Jeffrey Unaitis, executive director of the Onondaga County Bar Association, expressed jealousy of the Telesca Center for Justice in Rochester, which houses local civil legal services providers in a single location.

He said staffs of programs in his area have been talking about something similar, receiving help from the Telesca Center and Monroe County.

“You’re doing exactly what you should be doing,” Judge Lippman told Unaitis.

Sally Fisher Carp, legal director of OCBA’s Volunteer Lawyers Project, talked about the importance of education and its ties to a need for civil legal services.

She said Onondaga County looked at the number of people receiving cash benefits and noted how few had any higher education, stressing the importance of keeping children in school, especially those whose parents are facing eviction.

The new pro bono requirement, effective Jan. 1, makes it mandatory for law school students to provide at least 50 hours of free legal service to the poor in order to be admitted to the New York state bar.

“I hope we’re not doing it in a way that doesn’t put the all of the burden on you,” Judge Lippman said, noting how law schools are critical players in providing access to justice. “In the end, you’re educating and we get that.”

Syracuse Law School Dean Hannah Arterian testified that law school clinics are thinking about access to justice while serving educational needs and being sensitive to costs. Vasiliy Baziuk

Syracuse Law School Dean Hannah Arterian said law school clinics are thinking very much about access to justice while serving educational needs and being sensitive to the costs of attending law school.

“I think it’s really important to recognize one of the things about being a lawyer is being a civic leader,” she said. “People who get law degrees will be faced with being civic leaders.”

One of her students, Catherine Sinnwell Gerlach, a pro bono fellow, graduates in May so the new requirement does not apply to her, but she testified that she has worked with the VLP for 10 hours a week, connecting students and engaging them in pro bono opportunities.

“So you do it and you get others to do it too?” Judge Lippman asked, smiling. “I’m going to send you around the state,” he joked.

He said he and his advisory committee grappled with general community service and the new pro bono requirement, which requires credited service be law-related. As an example, he said students can help build Houses for Habitat for Humanity, but would only get pro bono credit for legal-related work they may provide for the organization.

Sarah Heim, a student at Cornell Law School, acknowledged “the tremendous opportunities” Cornell provides and said she wants to give back.

“You know that was a theory behind this?” Judge Lippman said. “It’s a privilege to practice law in New York state.
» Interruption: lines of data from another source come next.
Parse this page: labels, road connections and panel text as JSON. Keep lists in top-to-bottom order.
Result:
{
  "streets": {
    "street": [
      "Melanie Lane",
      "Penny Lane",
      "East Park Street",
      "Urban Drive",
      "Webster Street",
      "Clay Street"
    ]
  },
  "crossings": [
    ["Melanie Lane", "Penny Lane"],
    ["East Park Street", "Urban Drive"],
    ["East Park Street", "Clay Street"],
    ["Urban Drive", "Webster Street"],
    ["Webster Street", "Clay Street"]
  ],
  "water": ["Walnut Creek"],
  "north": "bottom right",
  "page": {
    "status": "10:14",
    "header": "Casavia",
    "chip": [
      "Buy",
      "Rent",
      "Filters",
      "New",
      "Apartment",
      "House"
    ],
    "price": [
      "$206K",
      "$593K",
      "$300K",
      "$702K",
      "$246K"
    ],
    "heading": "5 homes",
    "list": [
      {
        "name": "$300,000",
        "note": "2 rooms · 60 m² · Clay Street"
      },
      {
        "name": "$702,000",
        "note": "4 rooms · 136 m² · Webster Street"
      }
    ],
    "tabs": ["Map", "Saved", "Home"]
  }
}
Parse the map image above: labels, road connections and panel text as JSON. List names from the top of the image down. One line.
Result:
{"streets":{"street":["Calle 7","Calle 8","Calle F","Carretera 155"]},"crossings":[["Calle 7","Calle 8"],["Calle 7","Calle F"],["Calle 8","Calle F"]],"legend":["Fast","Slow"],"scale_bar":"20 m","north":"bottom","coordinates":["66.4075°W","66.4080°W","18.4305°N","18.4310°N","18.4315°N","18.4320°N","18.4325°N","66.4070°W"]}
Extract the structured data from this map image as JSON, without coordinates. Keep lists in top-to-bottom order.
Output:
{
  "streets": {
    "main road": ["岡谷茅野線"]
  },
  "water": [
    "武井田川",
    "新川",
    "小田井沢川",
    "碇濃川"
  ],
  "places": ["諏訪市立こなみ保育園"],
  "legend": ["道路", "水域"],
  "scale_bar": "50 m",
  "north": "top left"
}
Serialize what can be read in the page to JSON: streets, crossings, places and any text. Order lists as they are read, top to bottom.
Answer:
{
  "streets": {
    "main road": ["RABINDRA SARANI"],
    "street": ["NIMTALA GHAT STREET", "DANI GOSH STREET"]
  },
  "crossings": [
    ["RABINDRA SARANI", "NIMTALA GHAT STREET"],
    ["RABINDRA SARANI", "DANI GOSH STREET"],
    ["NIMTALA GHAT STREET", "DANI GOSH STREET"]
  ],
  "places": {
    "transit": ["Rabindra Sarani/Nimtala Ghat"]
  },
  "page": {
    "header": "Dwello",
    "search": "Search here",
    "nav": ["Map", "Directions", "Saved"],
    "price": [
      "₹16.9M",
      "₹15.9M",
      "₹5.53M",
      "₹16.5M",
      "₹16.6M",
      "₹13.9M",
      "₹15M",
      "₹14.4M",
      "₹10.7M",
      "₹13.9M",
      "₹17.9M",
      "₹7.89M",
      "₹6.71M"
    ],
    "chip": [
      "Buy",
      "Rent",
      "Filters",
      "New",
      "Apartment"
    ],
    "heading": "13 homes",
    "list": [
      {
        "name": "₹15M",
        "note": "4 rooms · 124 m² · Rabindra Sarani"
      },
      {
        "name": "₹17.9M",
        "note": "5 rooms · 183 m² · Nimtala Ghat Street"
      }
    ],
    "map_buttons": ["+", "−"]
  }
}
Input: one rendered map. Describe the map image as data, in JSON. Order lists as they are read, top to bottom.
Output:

You’re terrific and we appreciate you’re going to go out and continue to do pro bono throughout your career.”

Cornell Law School Dean Stewart J. Schwab said he thinks there are some challenges regarding the new requirement, but that some can be exaggerated.

“Finding qualified supervisors will be an issue,” he said, referring to the part of the requirement that calls for each student’s pro bono service to be certified by a supervising attorney or judge.

Judge Lippman said the infrastructure for putting aside the 50 hours will clearly come from law schools, in partnership with the legal community, to instill a culture of service in the next generation of lawyers. He said all of the state’s law schools have been so helpful, acknowledging the upstate geographical challenges.

“There is so much need upstate, but it’s harder to access that need because it’s invisible,” Judge Lippman said. “It’s so spread out … we have providers that cover such huge geographical areas. We really need your help in figuring that out.”

Other witnesses were Judge Craig J. Doran, administrative judge of the Seventh Judicial District; Anthony P. Marshall, chair of the Say Yes to Education Legal Support Program Task Force and a member of the Syracuse office of Harris Beach PLLC; and Christopher Wiles, an assistant attorney general in the Syracuse Regional Office.

Judge Lippman, who is conducting a hearing in each of the Fourth Departments, expects to present his recommendations to the state by Dec. 1, the deadline for submitting the budget for the state court system to the governor.